The Tempelhaus, a late-Gothic 15th century patrician house, which today houses the tourist information office. It suffered some damage during the Second World War but was restored in 1952.
The Wedekindhaus, a 16th century patrician house, is characterized by its high, ornately carved storeys including their ledges with depictions of allegorical figures.
The Romanesque St. Mary's catholic cathedral, with its ancient bronze doors (Bernward's door) (c. 1015). The church was built in the 9th century, but almost completely destroyed in 1945; it was reconstructed soon after the war. It is listed as an UNESCO World Heritage Site since 1985. The Thousand-Year-Old Rosebush is a reputedly 1,000 years old dog rose bush, allegedly the world's oldest living rose. It continues to flourish on the wall of the Cathedral apse.
The Andreaskirche (St. Andrew's evangelical church), a 12th century church with the highest church steeple (120 m) in Lower Saxony.
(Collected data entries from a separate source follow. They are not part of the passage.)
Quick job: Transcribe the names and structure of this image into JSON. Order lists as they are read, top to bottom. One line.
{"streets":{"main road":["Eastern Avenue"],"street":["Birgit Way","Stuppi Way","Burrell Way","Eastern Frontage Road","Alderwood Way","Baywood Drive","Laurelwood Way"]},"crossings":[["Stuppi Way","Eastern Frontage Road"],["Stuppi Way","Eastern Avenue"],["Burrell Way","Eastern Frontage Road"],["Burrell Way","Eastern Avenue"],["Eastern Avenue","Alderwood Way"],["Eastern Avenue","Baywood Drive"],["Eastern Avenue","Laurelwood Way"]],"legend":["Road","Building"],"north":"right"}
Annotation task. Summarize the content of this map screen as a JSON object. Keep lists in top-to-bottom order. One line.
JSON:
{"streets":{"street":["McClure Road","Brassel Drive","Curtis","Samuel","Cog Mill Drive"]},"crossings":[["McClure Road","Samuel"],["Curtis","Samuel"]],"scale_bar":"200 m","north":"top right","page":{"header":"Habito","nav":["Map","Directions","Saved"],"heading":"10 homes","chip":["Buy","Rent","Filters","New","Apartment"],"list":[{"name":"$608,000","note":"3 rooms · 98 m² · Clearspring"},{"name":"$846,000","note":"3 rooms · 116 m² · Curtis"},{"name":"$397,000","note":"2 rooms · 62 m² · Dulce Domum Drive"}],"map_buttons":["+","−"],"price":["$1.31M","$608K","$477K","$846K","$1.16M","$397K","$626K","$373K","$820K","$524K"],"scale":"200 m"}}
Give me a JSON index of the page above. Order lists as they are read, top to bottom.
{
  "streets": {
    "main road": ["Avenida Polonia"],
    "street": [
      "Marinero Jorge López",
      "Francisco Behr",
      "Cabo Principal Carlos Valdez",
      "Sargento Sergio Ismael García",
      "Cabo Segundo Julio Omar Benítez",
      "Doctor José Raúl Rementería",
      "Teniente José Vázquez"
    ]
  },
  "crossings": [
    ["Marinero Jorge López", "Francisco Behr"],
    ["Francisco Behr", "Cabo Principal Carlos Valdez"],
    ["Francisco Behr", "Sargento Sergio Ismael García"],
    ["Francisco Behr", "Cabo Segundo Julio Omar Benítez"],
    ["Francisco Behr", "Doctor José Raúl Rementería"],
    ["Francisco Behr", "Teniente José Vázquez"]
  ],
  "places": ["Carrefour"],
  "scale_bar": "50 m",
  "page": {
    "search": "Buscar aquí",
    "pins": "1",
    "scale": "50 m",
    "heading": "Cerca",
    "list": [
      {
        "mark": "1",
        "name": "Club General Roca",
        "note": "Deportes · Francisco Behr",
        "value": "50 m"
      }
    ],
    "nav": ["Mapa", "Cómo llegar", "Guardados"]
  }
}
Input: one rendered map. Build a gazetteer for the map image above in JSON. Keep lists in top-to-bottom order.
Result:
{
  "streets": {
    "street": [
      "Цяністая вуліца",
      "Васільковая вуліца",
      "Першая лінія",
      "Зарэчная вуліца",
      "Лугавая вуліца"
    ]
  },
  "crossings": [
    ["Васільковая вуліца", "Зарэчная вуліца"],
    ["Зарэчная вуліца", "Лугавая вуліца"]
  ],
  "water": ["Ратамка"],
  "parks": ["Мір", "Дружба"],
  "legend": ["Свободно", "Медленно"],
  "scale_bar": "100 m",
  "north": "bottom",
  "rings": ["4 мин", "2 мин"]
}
From the top you get an interesting view of Hildesheim and its surroundings.
Mauritiuskirche (St. Maurice's Church), a romanic church (11th century) on a hill in the west of the city in the district of Moritzberg with a beautiful cloister. The interior of the church is baroque and the tower was added in 1765. From the forest behind the church you get a beautiful view of Hildesheim with many different churches.
Steuerwald Castle (Burg Steuerwald) in the north of the city, about 3 km from the Market Place, was built 1310-1313. Its tower (25 m) was added in 1325. The chapel, dedicated to St Magdalena, was originally built in 1310 in the romanic style and transformed into a gothic chapel in 1507. Today it is used for weddings and concerts.
Marienburg Castle, 'Burg Marienburg' is in the southeast of Hildesheim, about 6 km from the Market Place. It was built 1146-1349.
Marienrode Monastery (Kloster Marienrode) is in the southwest of Hildesheim, about 6 km from the Market Place. It was founded in 1125. The gothic church was consecrated in 1462. The monastery was dissolved in 1806, but returned to the Catholic Church in 1986. Since 1988, it has again been operated by nuns. Near the monastery there is a beautiful lake and a tall windmill. The area is specially beautiful at cherry blossom time.
[ source: wikipedia ]
More about the History of Hildesheim
The town became the seat of the Bishopric of Hildesheim in 815 and may have been founded when the bishop moved from Elze to the Innerste ford, where it was an important market on the Hellweg trade route. For four centuries the clergy ruled Hildesheim, before a town hall was built and the citizens gained some influence. In 1367 Hildesheim became a member of the Hanseatic League. A war between the citizens and their bishop cost dearly in 1519-1523 when they engaged in a feud. Soon the town became protestant, and only the cathedral and a few other buildings remained in imperial (catholic) hands. In 1813, after the Napoleonic Wars, the town became part of the Kingdom of Hanover, which was annexed by the Kingdom of Prussia after the Austro-Prussian War in 1866 as a province.
In 1978, the University of Hildesheim was founded. In the 1980s a reconstruction of the historic centre began. Some of the unattractive concrete buildings around the marketplace were torn down and replaced by replicas of the original buildings. In the fall of 2007, a decision was made to reconstruct the Umgestülpter Zuckerhut ("Upended Sugarloaf"), an iconic half-timbered house famous for its unusual shape. It is scheduled to be completed in 2009.
[ source: wikipedia ]
Hildesheim is a city in Lower Saxony, Germany. It is located in the district of Hildesheim, about 30 km southeast of Hannover on the banks of the Innerste river, which is a small tributary of the Leine river.